A few things to notice. "10am Monday" turned into 0 17 * * 1 automatically. I didn't have to think about timezones or learn cron. Claude added a preamble to my prompt with the repo's stack and a note about Next.js entrypoint files not having explicit imports, which is the kind of context-setting that makes a cold-start agent useful instead of confused. Tools were locked to read-only because the audit is analysis, not changes. I asked for Opus 4.7 instead of the Sonnet default since these audits are worth a bit more thinking.

All of these prompts work as routines now that they're framed as codebase audits.
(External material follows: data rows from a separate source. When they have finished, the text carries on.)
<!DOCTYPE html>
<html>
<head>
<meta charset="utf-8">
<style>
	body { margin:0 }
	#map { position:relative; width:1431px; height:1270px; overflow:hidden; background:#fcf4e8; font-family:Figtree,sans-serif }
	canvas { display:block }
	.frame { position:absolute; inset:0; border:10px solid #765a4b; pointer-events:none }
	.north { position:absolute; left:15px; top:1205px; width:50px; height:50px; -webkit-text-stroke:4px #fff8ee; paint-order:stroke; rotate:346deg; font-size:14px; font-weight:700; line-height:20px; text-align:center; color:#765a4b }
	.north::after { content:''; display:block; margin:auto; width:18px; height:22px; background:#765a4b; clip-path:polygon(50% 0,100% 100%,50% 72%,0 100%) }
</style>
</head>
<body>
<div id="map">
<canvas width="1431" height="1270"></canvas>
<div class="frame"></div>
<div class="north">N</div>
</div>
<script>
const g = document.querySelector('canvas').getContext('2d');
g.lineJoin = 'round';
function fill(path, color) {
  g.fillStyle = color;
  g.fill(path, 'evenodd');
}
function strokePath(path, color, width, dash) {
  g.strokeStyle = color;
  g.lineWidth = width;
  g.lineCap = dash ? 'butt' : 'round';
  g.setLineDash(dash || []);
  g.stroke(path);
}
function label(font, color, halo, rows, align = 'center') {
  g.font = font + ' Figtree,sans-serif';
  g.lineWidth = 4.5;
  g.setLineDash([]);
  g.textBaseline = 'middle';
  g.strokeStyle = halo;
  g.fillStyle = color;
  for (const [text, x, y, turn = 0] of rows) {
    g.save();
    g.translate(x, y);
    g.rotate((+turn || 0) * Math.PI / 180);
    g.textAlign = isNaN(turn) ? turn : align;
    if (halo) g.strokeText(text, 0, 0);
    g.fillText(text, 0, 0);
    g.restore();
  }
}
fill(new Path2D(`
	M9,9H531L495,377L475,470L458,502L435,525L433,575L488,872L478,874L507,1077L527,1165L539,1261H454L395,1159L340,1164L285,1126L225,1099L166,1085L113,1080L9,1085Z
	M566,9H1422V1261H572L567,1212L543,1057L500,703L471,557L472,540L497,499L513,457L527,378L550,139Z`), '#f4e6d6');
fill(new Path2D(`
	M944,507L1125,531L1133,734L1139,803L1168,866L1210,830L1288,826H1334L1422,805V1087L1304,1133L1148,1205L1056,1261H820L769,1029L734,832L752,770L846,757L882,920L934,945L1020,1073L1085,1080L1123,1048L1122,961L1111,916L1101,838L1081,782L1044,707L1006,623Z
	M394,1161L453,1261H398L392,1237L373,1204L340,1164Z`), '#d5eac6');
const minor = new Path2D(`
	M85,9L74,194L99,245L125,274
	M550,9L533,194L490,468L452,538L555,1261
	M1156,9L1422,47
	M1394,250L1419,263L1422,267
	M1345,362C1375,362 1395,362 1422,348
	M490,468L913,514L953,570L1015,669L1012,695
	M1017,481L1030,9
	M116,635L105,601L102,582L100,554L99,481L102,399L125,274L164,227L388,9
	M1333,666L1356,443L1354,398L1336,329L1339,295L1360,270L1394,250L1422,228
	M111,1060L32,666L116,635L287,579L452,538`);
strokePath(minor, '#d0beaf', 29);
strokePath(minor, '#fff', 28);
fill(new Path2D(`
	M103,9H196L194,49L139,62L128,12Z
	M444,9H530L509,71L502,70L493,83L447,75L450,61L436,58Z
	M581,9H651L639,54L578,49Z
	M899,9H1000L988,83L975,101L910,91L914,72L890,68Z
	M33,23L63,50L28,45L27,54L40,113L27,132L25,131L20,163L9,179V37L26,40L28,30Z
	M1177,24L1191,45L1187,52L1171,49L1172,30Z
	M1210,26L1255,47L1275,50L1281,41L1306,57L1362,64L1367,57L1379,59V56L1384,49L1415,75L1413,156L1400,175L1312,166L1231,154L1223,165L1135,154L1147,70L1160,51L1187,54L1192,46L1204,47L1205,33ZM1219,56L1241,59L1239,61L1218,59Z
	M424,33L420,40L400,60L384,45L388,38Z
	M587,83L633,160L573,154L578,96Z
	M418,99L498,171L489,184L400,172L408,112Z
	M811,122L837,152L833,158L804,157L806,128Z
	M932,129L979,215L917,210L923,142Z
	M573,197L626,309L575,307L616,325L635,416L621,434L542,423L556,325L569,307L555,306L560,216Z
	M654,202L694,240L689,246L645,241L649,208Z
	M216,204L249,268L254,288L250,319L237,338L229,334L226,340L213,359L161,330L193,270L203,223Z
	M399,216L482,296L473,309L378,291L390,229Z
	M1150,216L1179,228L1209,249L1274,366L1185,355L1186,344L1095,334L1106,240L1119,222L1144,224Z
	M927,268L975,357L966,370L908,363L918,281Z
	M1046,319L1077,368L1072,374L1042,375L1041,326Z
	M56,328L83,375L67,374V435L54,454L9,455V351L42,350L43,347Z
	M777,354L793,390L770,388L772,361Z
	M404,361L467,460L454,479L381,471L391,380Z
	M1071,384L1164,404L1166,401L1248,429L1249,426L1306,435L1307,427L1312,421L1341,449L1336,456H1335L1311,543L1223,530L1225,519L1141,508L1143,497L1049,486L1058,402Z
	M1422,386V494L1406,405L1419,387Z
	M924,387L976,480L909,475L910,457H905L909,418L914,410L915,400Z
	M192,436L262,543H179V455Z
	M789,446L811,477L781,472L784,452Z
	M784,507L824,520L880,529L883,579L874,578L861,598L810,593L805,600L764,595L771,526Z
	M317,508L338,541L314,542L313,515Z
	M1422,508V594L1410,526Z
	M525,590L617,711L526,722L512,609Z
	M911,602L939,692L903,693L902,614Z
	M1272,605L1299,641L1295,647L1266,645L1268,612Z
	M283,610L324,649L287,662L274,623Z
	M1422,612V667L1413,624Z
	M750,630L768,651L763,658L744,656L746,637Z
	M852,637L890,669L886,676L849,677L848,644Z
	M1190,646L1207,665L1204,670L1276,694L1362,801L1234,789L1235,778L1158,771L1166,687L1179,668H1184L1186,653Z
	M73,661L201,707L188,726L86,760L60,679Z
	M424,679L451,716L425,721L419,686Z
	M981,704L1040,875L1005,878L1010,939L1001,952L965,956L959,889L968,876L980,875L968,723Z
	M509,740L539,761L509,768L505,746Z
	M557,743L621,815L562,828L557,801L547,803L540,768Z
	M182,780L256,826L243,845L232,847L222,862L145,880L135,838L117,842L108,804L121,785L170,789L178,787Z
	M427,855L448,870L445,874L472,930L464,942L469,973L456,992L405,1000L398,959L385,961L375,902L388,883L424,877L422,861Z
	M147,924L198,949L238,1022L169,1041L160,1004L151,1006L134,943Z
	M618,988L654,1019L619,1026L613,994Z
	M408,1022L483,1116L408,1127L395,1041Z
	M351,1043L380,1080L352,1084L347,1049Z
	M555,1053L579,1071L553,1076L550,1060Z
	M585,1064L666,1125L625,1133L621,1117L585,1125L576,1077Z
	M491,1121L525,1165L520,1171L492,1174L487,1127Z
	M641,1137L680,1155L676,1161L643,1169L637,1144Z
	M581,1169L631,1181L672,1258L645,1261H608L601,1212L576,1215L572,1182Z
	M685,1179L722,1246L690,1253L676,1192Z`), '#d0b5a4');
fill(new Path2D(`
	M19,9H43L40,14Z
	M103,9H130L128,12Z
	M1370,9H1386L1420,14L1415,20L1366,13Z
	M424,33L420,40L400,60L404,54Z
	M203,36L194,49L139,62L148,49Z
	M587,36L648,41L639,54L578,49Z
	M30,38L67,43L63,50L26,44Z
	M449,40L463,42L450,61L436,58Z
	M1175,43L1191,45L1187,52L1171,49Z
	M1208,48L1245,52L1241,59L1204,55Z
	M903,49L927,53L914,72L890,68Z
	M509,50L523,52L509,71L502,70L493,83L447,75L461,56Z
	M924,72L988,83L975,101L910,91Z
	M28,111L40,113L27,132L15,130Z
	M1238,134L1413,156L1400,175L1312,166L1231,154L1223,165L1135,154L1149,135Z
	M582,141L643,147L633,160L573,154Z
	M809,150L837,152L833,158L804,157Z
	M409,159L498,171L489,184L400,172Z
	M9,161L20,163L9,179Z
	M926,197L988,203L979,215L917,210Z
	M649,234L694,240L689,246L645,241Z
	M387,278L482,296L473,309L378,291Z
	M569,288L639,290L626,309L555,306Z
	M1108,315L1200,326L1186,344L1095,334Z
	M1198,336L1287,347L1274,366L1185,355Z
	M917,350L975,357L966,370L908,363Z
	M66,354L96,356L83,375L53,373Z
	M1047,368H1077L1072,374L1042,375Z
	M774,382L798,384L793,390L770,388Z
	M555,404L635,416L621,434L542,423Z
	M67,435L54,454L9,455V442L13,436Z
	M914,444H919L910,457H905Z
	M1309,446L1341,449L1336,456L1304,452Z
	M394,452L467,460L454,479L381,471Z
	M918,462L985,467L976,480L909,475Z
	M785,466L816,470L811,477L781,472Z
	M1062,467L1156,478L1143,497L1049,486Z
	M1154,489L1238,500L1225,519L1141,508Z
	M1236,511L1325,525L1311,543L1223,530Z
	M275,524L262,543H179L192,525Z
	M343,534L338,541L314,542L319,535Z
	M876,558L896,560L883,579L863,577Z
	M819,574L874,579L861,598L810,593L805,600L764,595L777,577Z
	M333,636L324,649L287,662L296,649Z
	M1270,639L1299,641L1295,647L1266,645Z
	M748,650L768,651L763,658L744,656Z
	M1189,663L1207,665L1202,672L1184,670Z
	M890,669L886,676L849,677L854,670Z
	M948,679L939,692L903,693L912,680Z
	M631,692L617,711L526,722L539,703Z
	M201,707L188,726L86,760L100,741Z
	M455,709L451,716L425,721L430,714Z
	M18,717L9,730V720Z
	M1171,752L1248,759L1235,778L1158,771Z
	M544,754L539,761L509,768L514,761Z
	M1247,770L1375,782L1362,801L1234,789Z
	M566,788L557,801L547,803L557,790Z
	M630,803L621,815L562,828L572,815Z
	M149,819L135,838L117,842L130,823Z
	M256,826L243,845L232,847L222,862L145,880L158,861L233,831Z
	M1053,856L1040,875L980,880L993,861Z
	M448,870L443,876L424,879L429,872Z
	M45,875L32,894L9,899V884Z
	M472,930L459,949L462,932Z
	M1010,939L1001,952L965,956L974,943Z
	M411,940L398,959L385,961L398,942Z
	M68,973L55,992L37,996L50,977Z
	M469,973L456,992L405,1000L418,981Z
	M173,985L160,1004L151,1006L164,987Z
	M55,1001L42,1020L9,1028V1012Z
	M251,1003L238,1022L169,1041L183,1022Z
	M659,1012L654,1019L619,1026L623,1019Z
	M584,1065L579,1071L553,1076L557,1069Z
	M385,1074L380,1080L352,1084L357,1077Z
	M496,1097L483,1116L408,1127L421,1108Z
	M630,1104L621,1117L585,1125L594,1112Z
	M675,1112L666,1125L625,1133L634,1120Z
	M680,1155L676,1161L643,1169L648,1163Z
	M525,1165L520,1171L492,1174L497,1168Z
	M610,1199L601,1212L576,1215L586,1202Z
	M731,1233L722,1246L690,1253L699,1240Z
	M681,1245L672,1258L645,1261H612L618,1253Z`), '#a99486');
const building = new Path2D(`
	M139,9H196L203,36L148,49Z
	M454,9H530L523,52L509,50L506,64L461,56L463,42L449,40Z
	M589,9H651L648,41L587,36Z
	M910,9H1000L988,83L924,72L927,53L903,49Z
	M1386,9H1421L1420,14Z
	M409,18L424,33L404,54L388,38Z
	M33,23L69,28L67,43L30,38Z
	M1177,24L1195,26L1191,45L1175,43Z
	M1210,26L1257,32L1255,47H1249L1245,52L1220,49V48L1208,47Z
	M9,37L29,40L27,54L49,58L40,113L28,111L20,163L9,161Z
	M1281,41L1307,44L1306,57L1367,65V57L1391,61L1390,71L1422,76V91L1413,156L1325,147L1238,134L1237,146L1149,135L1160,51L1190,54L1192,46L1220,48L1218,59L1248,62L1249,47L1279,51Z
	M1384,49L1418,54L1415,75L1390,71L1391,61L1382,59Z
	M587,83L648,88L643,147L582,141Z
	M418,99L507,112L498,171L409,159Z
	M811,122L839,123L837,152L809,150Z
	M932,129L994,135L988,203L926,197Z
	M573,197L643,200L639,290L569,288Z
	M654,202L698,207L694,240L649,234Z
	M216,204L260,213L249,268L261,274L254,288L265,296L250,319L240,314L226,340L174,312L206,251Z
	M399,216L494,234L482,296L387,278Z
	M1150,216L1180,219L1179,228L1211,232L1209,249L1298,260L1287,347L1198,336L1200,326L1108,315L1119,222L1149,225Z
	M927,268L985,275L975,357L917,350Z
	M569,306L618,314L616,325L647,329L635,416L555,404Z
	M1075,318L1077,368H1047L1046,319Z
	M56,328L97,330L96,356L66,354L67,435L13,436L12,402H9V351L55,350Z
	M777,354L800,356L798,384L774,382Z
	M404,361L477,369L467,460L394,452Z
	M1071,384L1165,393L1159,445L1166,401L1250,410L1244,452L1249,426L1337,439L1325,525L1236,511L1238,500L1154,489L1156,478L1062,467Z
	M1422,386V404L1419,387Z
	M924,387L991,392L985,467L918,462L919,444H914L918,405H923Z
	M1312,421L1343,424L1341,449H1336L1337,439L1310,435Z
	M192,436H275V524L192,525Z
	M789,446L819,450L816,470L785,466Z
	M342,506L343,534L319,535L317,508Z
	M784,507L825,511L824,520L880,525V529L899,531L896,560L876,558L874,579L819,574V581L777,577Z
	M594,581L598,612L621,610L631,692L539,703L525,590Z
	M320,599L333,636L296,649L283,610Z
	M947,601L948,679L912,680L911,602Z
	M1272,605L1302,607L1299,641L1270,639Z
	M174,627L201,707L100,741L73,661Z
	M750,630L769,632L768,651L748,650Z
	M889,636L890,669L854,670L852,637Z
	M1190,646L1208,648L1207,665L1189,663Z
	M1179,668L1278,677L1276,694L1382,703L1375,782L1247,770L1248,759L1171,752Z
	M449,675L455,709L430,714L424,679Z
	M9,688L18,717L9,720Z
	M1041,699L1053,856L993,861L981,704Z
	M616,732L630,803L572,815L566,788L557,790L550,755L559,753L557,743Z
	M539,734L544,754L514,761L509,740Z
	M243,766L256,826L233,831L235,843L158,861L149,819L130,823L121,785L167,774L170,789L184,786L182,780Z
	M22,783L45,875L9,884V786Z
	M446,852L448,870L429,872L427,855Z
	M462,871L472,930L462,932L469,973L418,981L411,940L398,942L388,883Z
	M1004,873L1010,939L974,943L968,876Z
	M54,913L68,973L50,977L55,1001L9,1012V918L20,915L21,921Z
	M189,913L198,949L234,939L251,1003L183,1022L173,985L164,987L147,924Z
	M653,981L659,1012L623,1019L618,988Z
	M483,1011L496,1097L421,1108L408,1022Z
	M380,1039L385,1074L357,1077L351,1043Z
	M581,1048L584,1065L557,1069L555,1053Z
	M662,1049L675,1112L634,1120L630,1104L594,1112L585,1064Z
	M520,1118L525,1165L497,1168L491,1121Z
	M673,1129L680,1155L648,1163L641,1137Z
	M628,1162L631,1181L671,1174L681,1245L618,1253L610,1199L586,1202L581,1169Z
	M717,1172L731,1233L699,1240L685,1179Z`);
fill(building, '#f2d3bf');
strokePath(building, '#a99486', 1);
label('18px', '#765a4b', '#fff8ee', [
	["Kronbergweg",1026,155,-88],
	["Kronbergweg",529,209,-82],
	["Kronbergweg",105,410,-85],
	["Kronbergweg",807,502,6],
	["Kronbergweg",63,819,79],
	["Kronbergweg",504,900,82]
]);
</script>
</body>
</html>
Setting them up takes about a minute each, and then I just read the PRs that show up Monday morning. The routines surface the work; the engineer in the loop still decides what to merge.

To reduce maintenance costs with AI, you don't need new advice. Most of it has been canon for decades, and every senior engineer would nod along reading the list. What changed is the cost. Maintenance work was always worth doing; it just wasn't affordable for most teams. Now it is.